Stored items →
▬▬▬▬▬▬▬▬▬▬
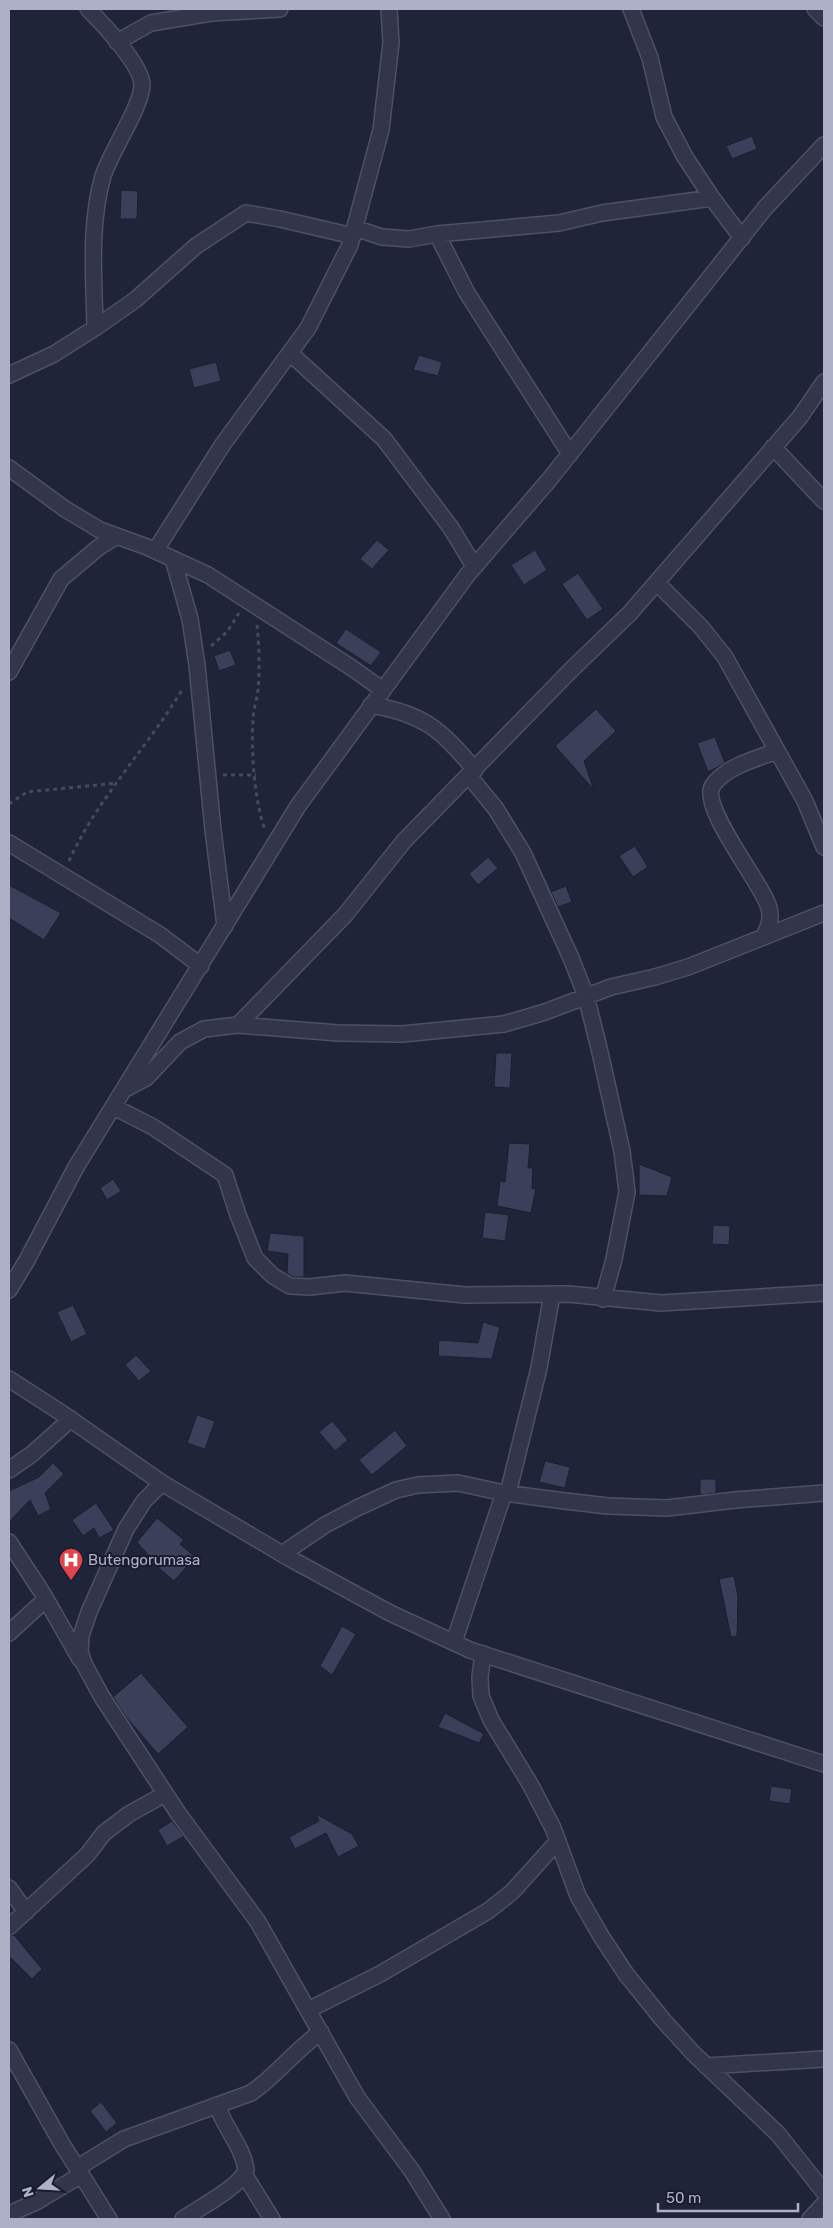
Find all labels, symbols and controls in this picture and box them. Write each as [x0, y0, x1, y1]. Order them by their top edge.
hospital icon: Butengorumasa [58, 1547, 84, 1581]
place label: Butengorumasa [88, 1551, 200, 1569]
north arrow [15, 2163, 65, 2213]
scale bar [658, 2180, 798, 2212]
text: N [18, 2184, 38, 2199]
text: 50 m [666, 2189, 701, 2207]

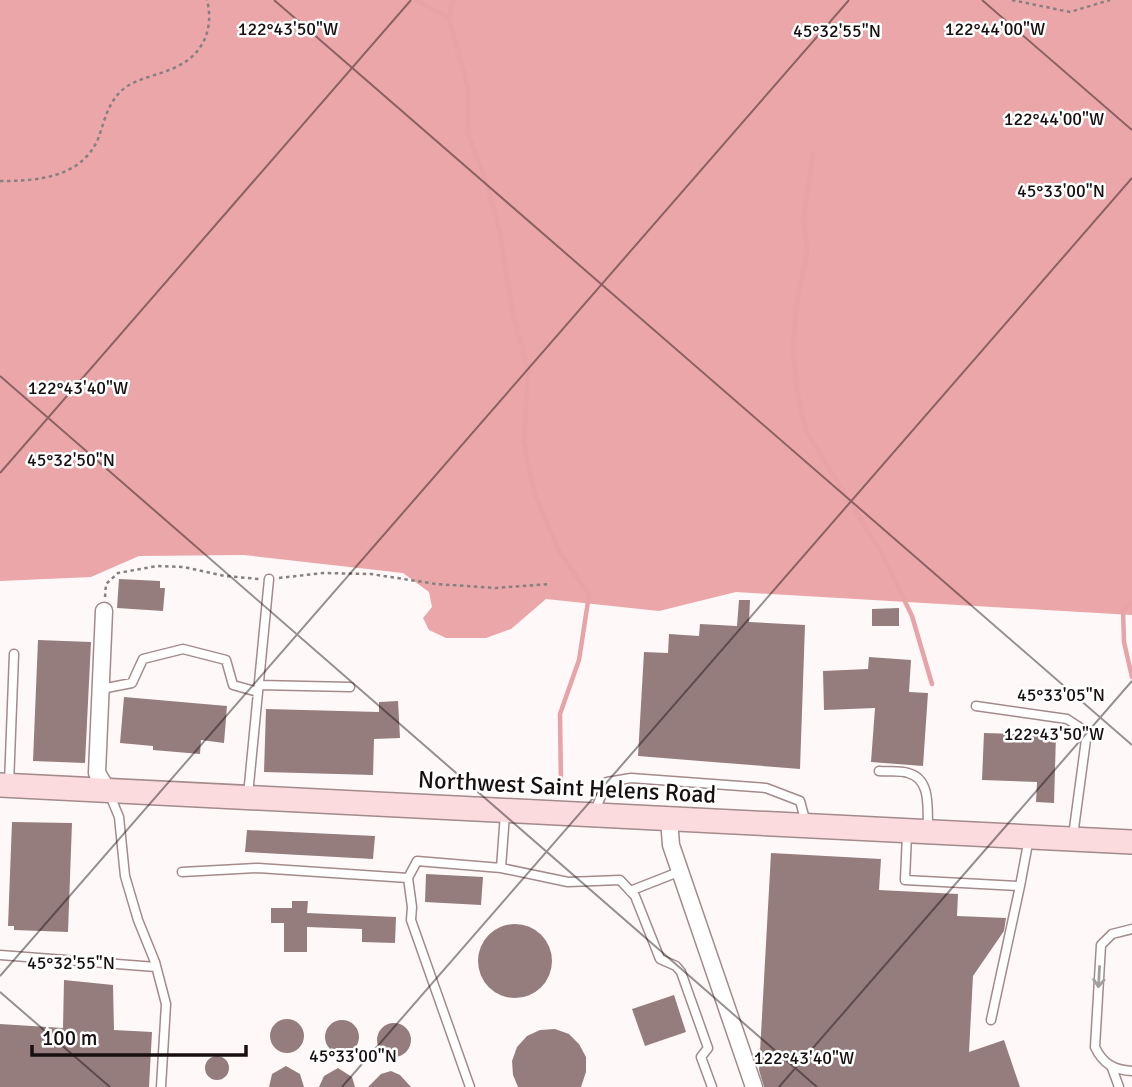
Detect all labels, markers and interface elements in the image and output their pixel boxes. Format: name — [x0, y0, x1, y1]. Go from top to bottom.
text: 122°43'50"W — [238, 18, 338, 40]
text: 122°44'00"W — [945, 18, 1045, 40]
text: 45°32'55"N — [793, 20, 881, 42]
text: 122°44'00"W — [1004, 108, 1104, 130]
text: 45°33'00"N — [1017, 180, 1105, 202]
text: 122°43'40"W — [28, 377, 128, 399]
text: 45°32'50"N — [27, 449, 115, 471]
text: 45°33'05"N — [1017, 684, 1105, 706]
text: 122°43'50"W — [1004, 723, 1104, 745]
street label: Northwest Saint Helens Road — [417, 764, 717, 810]
text: 45°32'55"N — [27, 952, 115, 974]
one-way arrow — [1092, 965, 1105, 987]
scale bar — [32, 1014, 245, 1058]
text: 100 m — [42, 1025, 97, 1051]
text: 45°33'00"N — [309, 1045, 397, 1067]
text: 122°43'40"W — [754, 1047, 854, 1069]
▬▬▬▬▬▬▬▬▬▬
Assigned task →
Please repeat all of the entries above word for word, but drop any pictures.

Response to the exercise →
Find all labels, symbols and controls in this picture and box them. Write each as [x0, y0, x1, y1]. Order them by their top edge.
hospital icon: Butengorumasa [58, 1547, 84, 1581]
place label: Butengorumasa [88, 1551, 200, 1569]
north arrow [15, 2163, 65, 2213]
scale bar [658, 2180, 798, 2212]
text: N [18, 2184, 38, 2199]
text: 50 m [666, 2189, 701, 2207]

Detect all labels, markers and interface elements in the image and output their pixel boxes. Format: name — [x0, y0, x1, y1]. Go from top to bottom.
text: 122°43'50"W — [238, 18, 338, 40]
text: 122°44'00"W — [945, 18, 1045, 40]
text: 45°32'55"N — [793, 20, 881, 42]
text: 122°44'00"W — [1004, 108, 1104, 130]
text: 45°33'00"N — [1017, 180, 1105, 202]
text: 122°43'40"W — [28, 377, 128, 399]
text: 45°32'50"N — [27, 449, 115, 471]
text: 45°33'05"N — [1017, 684, 1105, 706]
text: 122°43'50"W — [1004, 723, 1104, 745]
street label: Northwest Saint Helens Road — [417, 764, 717, 810]
text: 45°32'55"N — [27, 952, 115, 974]
one-way arrow — [1092, 965, 1105, 987]
scale bar — [32, 1014, 245, 1058]
text: 100 m — [42, 1025, 97, 1051]
text: 45°33'00"N — [309, 1045, 397, 1067]
text: 122°43'40"W — [754, 1047, 854, 1069]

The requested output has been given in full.